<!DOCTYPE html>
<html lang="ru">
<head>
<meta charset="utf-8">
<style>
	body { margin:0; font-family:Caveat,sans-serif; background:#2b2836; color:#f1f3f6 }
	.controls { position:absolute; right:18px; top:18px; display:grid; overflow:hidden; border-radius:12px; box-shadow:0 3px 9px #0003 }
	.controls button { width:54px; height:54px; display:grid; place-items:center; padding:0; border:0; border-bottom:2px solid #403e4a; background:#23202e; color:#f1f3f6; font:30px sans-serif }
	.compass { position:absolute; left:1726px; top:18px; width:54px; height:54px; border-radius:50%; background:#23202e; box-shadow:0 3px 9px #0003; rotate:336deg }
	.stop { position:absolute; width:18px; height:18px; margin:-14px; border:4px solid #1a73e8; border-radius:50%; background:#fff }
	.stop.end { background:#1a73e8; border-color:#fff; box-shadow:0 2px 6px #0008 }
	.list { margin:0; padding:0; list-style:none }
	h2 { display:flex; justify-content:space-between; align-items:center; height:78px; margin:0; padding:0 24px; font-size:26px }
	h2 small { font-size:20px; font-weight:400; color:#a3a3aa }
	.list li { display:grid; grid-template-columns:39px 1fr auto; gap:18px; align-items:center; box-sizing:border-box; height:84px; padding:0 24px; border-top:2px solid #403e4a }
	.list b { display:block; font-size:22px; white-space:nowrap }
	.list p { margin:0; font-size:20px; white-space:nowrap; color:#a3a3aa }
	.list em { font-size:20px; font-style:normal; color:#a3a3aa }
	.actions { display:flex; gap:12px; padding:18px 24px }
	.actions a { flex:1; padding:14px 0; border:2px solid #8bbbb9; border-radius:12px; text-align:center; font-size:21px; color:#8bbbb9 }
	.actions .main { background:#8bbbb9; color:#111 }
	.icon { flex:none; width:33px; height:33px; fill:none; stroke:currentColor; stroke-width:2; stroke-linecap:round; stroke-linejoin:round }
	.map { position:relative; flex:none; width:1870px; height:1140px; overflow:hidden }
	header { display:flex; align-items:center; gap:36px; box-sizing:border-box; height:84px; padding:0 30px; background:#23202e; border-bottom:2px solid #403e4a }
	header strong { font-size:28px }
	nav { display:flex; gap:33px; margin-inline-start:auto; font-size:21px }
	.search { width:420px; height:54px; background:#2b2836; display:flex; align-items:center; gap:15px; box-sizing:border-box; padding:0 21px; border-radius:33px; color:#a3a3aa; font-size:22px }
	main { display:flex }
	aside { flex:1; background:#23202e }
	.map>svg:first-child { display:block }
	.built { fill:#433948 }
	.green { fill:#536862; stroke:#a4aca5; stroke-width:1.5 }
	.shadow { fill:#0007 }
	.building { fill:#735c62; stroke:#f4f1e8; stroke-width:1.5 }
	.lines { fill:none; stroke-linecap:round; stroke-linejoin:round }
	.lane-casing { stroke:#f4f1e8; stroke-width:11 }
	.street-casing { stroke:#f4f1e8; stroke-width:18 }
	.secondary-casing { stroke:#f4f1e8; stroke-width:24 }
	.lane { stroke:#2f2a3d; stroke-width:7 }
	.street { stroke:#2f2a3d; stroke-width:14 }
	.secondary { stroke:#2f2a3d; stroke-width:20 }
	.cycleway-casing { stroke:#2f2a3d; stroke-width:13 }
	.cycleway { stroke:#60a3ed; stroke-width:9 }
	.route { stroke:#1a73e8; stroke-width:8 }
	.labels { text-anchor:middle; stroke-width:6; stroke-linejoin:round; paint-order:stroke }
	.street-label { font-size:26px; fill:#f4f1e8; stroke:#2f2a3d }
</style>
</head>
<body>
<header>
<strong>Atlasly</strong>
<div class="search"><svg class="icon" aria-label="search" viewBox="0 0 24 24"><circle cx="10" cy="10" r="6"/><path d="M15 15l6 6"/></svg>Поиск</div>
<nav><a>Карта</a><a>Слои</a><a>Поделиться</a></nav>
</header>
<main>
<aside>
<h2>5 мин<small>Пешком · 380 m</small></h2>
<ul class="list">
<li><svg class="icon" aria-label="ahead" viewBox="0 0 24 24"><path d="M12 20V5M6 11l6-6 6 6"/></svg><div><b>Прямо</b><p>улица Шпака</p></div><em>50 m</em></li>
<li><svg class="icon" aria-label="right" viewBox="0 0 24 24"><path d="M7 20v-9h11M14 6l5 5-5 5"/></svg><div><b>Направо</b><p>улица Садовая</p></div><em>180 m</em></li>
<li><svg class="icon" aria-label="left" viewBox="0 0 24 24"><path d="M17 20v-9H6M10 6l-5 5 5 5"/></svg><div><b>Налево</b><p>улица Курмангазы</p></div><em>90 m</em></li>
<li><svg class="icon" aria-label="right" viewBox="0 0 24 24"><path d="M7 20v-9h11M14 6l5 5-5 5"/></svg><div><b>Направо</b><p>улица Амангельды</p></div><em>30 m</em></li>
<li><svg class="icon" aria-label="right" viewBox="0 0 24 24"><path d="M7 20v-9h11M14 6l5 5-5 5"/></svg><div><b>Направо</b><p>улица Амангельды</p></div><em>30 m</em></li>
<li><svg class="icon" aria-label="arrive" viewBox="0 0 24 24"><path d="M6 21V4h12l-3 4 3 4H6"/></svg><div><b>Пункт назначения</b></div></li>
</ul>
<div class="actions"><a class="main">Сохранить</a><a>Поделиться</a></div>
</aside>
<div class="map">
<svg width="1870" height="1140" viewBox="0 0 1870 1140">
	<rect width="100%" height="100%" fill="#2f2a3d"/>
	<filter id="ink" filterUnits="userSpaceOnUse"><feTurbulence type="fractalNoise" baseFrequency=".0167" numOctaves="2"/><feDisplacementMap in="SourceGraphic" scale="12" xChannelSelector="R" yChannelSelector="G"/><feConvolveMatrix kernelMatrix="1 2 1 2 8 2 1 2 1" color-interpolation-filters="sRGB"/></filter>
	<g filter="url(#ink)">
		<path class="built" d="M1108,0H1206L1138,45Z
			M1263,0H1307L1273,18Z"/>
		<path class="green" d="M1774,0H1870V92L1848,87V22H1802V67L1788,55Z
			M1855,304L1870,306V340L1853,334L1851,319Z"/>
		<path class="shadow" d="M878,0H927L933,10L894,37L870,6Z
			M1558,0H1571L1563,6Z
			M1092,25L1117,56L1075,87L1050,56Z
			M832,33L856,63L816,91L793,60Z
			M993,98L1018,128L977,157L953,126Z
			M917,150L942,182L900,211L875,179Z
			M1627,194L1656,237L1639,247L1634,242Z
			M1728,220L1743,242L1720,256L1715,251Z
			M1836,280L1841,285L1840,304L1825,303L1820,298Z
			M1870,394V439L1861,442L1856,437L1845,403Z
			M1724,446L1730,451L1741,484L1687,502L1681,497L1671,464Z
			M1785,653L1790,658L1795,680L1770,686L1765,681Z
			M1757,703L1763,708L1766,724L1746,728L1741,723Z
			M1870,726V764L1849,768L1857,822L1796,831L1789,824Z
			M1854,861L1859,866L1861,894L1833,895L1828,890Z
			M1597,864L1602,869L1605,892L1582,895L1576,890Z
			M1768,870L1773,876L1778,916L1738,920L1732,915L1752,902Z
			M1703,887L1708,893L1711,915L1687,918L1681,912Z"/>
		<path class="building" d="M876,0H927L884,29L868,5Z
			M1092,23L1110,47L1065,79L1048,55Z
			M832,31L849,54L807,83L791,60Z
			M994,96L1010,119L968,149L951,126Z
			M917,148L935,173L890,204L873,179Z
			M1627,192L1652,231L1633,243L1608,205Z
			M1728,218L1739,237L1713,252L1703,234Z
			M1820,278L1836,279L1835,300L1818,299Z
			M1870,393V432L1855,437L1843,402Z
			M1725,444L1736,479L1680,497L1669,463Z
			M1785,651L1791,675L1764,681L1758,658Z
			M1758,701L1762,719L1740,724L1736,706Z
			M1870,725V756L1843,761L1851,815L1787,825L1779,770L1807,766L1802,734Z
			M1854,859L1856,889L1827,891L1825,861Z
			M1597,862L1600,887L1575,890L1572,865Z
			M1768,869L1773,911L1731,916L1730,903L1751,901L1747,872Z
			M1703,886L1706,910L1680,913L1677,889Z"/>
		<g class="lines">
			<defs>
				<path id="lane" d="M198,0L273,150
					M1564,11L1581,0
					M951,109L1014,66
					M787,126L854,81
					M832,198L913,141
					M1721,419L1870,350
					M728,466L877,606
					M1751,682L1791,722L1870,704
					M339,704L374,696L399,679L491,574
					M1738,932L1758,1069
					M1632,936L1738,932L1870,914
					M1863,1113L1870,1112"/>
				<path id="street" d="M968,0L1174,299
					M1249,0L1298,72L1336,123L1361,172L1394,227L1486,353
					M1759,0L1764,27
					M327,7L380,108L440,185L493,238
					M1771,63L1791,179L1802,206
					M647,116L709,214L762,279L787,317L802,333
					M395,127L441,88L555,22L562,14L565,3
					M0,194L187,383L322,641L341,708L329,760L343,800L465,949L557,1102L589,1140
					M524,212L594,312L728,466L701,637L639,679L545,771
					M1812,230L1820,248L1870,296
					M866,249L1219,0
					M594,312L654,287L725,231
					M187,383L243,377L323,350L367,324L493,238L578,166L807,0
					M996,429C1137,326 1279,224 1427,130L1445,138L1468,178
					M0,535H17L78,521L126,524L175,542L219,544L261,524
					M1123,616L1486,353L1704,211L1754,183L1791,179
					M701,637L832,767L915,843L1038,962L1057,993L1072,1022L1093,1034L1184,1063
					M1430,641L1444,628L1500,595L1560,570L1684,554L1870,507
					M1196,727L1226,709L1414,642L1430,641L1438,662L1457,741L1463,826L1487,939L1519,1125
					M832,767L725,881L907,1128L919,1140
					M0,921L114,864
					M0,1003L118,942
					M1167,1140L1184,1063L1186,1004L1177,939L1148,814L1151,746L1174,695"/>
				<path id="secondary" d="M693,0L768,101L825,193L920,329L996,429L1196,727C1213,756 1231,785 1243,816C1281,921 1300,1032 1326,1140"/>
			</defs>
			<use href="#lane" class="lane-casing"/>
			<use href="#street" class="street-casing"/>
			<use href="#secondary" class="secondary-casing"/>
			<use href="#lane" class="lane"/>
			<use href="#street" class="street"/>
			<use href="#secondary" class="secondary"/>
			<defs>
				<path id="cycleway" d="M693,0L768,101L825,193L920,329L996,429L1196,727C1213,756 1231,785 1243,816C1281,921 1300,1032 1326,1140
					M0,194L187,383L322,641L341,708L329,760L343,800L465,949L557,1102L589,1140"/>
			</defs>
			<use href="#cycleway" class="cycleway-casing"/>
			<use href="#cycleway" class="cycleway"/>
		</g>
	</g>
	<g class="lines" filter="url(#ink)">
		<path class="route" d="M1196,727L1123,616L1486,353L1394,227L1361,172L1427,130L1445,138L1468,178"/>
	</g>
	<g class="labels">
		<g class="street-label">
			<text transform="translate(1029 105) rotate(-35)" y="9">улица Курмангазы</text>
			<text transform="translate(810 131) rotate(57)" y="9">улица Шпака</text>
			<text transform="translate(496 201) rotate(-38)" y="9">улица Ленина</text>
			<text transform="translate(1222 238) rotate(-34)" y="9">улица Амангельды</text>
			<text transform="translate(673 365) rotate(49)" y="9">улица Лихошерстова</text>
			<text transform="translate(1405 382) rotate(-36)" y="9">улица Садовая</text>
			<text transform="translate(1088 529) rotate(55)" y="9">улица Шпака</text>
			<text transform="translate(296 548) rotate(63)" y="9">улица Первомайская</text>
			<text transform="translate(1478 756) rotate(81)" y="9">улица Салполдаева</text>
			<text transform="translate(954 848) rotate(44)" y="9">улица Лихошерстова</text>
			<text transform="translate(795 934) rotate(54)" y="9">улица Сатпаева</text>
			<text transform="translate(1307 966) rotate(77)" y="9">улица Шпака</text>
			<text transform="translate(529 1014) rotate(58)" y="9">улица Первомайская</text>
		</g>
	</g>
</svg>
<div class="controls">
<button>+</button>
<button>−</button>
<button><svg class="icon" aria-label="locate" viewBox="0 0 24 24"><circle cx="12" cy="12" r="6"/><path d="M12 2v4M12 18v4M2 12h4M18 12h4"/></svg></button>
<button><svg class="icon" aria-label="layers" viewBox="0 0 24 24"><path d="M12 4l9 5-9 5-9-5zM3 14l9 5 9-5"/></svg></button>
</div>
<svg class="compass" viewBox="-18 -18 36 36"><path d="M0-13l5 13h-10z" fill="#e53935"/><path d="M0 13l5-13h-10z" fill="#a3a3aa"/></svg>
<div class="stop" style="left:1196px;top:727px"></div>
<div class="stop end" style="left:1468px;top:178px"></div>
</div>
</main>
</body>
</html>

WHAT IS REQUIRED: Repeat the material word for word from its opening line up to and including the line containing "position:absolute; width:18px; height:18px;".

WRITTEN REPLY:
<!DOCTYPE html>
<html lang="ru">
<head>
<meta charset="utf-8">
<style>
	body { margin:0; font-family:Caveat,sans-serif; background:#2b2836; color:#f1f3f6 }
	.controls { position:absolute; right:18px; top:18px; display:grid; overflow:hidden; border-radius:12px; box-shadow:0 3px 9px #0003 }
	.controls button { width:54px; height:54px; display:grid; place-items:center; padding:0; border:0; border-bottom:2px solid #403e4a; background:#23202e; color:#f1f3f6; font:30px sans-serif }
	.compass { position:absolute; left:1726px; top:18px; width:54px; height:54px; border-radius:50%; background:#23202e; box-shadow:0 3px 9px #0003; rotate:336deg }
	.stop { position:absolute; width:18px; height:18px; margin:-14px; border:4px solid #1a73e8; border-radius:50%; background:#fff }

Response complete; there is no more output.